Why the latest salary cap projection find the Thunder in good shape

Why the latest salary cap projection find the Thunder in good shape

The NBA issued new salary cap estimates for next season that are a bit lower than previously projected. How this impacts the Thunder and how they could benefit from it.

Jon Hamm

By Jon Hamm

| Feb 1, 2024, 10:11am CST

Jon Hamm

By Jon Hamm

Feb 1, 2024, 10:11am CST

The NBA has notified teams of new salary cap projections for next season, according to newsbreakers Shams Charania of The Athletic and Adrian Wojnarowski of ESPN.

The salary cap had been expected to increase from $136 million this season to $142 million next season. Instead, the new projections anticipate a number closer to $141 million.

The drop won’t have much of an impact on the Thunder. If the offseason started today, OKC would be under the salary cap by around $11.5 million under this new estimate, assuming it renounced all free agents and salary cap exceptions. That number would be even larger if they released forward Davis Bertans, whose contract is only guaranteed for $5.25 million next season.

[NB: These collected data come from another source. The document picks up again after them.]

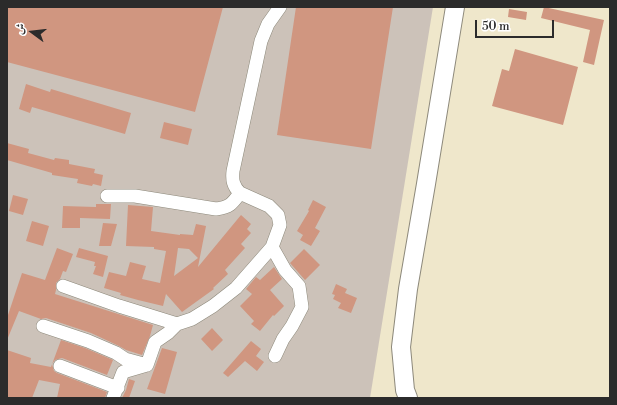 <!DOCTYPE html>
<html>
<head>
<meta charset="utf-8">
<style>
	body { margin:0 }
	#map { position:relative; width:617px; height:405px; overflow:hidden; background:#efe7cb; font-family:"Libre Bodoni",Amiri,serif }
	canvas { display:block }
	.frame { position:absolute; inset:0; border:8px solid #2b2b2b; pointer-events:none }
	.north { position:absolute; left:12px; top:12px; width:40px; height:40px; -webkit-text-stroke:3px #fff; paint-order:stroke; rotate:285deg; font-size:11px; font-weight:700; line-height:16px; text-align:center; color:#2b2b2b }
	.north::after { content:''; display:block; margin:auto; width:14px; height:18px; background:#2b2b2b; clip-path:polygon(50% 0,100% 100%,50% 72%,0 100%) }
	.scale { position:absolute; left:475px; top:20px; width:79px; height:18px; box-sizing:border-box; border:2px solid #2b2b2b; border-top:0; padding-left:5px; font-size:12px; line-height:14px; white-space:nowrap; color:#2b2b2b; -webkit-text-stroke:3px #fff; paint-order:stroke }
</style>
</head>
<body>
<div id="map">
<canvas width="617" height="405"></canvas>
<div class="frame"></div>
<div class="north">ش</div>
<div class="scale">50 m</div>
</div>
<script>
const g = document.querySelector('canvas').getContext('2d');
g.lineJoin = 'round';
function paint(path, color) { g.fillStyle = color; g.fill(path, 'evenodd'); }
function stroke(path, color, width, dash) { g.strokeStyle = color; g.lineWidth = width; g.lineCap = dash ? 'butt' : 'round'; g.setLineDash(dash || []); g.stroke(path); }
paint(new Path2D(`
	M7,7H433L370,398H7Z`), '#ccc2b9');
paint(new Path2D(`
	M7,7H223L195,112L7,62Z
	M296,7H393L371,149L277,135Z
	M544,7L604,20L594,65L583,62L590,30L541,18Z
	M509,9L527,12L526,20L508,17Z
	M515,49L578,67L563,125L492,106L502,69L509,71Z
	M26,84L50,92L51,89L131,113L125,134L32,107L30,113L19,109Z
	M164,122L192,129L188,145L160,138Z
	M7,143L29,149L28,153L54,160L55,158L69,160V164L95,169L94,173L103,175L101,186L93,184L92,186L77,183L78,179L52,175V173L7,160Z
	M13,195L28,199L23,215L9,211Z
	M313,200L326,207L315,228L320,231L311,246L300,240L303,235L297,231L309,211L308,210Z
	M96,204H111L110,219L80,218V228H62L63,206L96,207Z
	M128,205L153,207L151,231L180,235V234L193,235L196,224L206,226L198,267L241,215L251,224L247,229L251,233L241,244L245,248L225,270L228,274L213,288L214,289L182,312L166,294L163,306L138,300L120,295L121,293L104,288L109,272L126,276L130,262L146,266L142,279L160,283L166,251L154,249V247L126,246ZM178,248L189,249L198,258L174,276Z
	M32,221L49,226L43,246L26,241Z
	M103,223L117,224L111,246H99Z
	M57,248L73,254L66,272L63,271L60,279L56,283V290L55,294L153,325L150,336L142,355L126,350L119,346L91,333L46,318L41,319L19,311L7,340V318L22,273L45,280Z
	M79,248L108,256L103,277L93,274L96,266H94L95,262L76,257Z
	M304,249L320,265L305,280L290,263Z
	M274,267L282,279L270,290L284,306L274,316L273,315L260,331L251,324L254,321L240,306L252,294L246,289L256,277L260,280Z
	M336,284L347,289L345,293L357,298L351,313L338,308L341,303L333,299L335,295L332,294Z
	M212,328L223,340L212,351L201,339Z
	M61,340L85,348L113,360L107,375L62,358L55,360L52,364L54,371L57,373L107,392L105,398H57L60,384L39,380L32,398H7V350L31,358L30,363L51,367Z
	M251,341L261,349L256,356L264,362L257,371L245,361L228,377L223,373Z
	M162,348L177,352L165,394L147,389Z
	M129,379L135,381L129,398H122L126,390Z`), '#d09680');
const street = new Path2D(`
	M107,196H135L216,209C230,207 232,204 240,193
	M272,247L285,270L299,286L302,307L292,326L283,339L275,356
	M63,286L119,306L177,324
	M43,326L88,341L116,353L125,359L147,365
	M60,366L118,388
	M113,398L123,372L147,365L155,342L168,333L177,324L192,319L213,306L236,288L272,247L280,225L278,215L269,206L240,193C233,186 232,180 233,171L261,41L268,24L280,7`);
const secondary = new Path2D(`
	M408,398L405,390L401,347L408,289L426,184L455,7`);
stroke(street, '#8d897b', 14);
stroke(secondary, '#8d897b', 20);
stroke(street, '#fff', 13);
stroke(secondary, '#fff', 18);
</script>
</body>
</html>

But things could change before next week’s trade deadline, and almost certainly will change around the June NBA Draft. But since the Thunder are unlikely to use cap space as a free-agent signing tool, a dip in the salary cap isn’t going to send an offseason plan into the shred box. Projections tend to nudge up or down around this time of year as the NBA tries to give teams planning information.

The projected 3.7% increase is a big drop from the previous two seasons when the cap increased by 10% each year. It may just be a temporary dip. If the NBA hits the marks it expects to hit on the next round of broadcast packages, expect another jump. The new collective bargaining agreement limits cap increases to 10% per year, though, so don’t expect a repeat of the 2016 cap spike that shook up the league.

The lower salary cap estimate will also drag down the luxury tax line, which could have a bigger impact on some teams. Ducking under the luxury tax line is often seen as team ownership simply being cheap — which could be true in some cases — but there is a strategy to it as well. Teams that frequently spend over the tax line face stiffer penalties. Those who build up heavy payrolls eventually lose access to several team-building tools. Teams that are willing to pay the tax do so carefully.

That’s where the Thunder could find an advantage in all of this. As explained earlier this week, OKC could find an opportunity in another team’s desire to shed salary. Even just a $1 million decrease over previous estimates could cause another team or two to revise its plans.

All told, a lower salary cap projection could benefit the Thunder, not hinder it. The team is still early in its lifecycle and can still be opportunistic with its low payrolls. That might not be the case a few years from now when some of today’s up-and-comers are eligible for rich extensions, but OKC is still in great shape no matter what salary cap number they get to play with next season.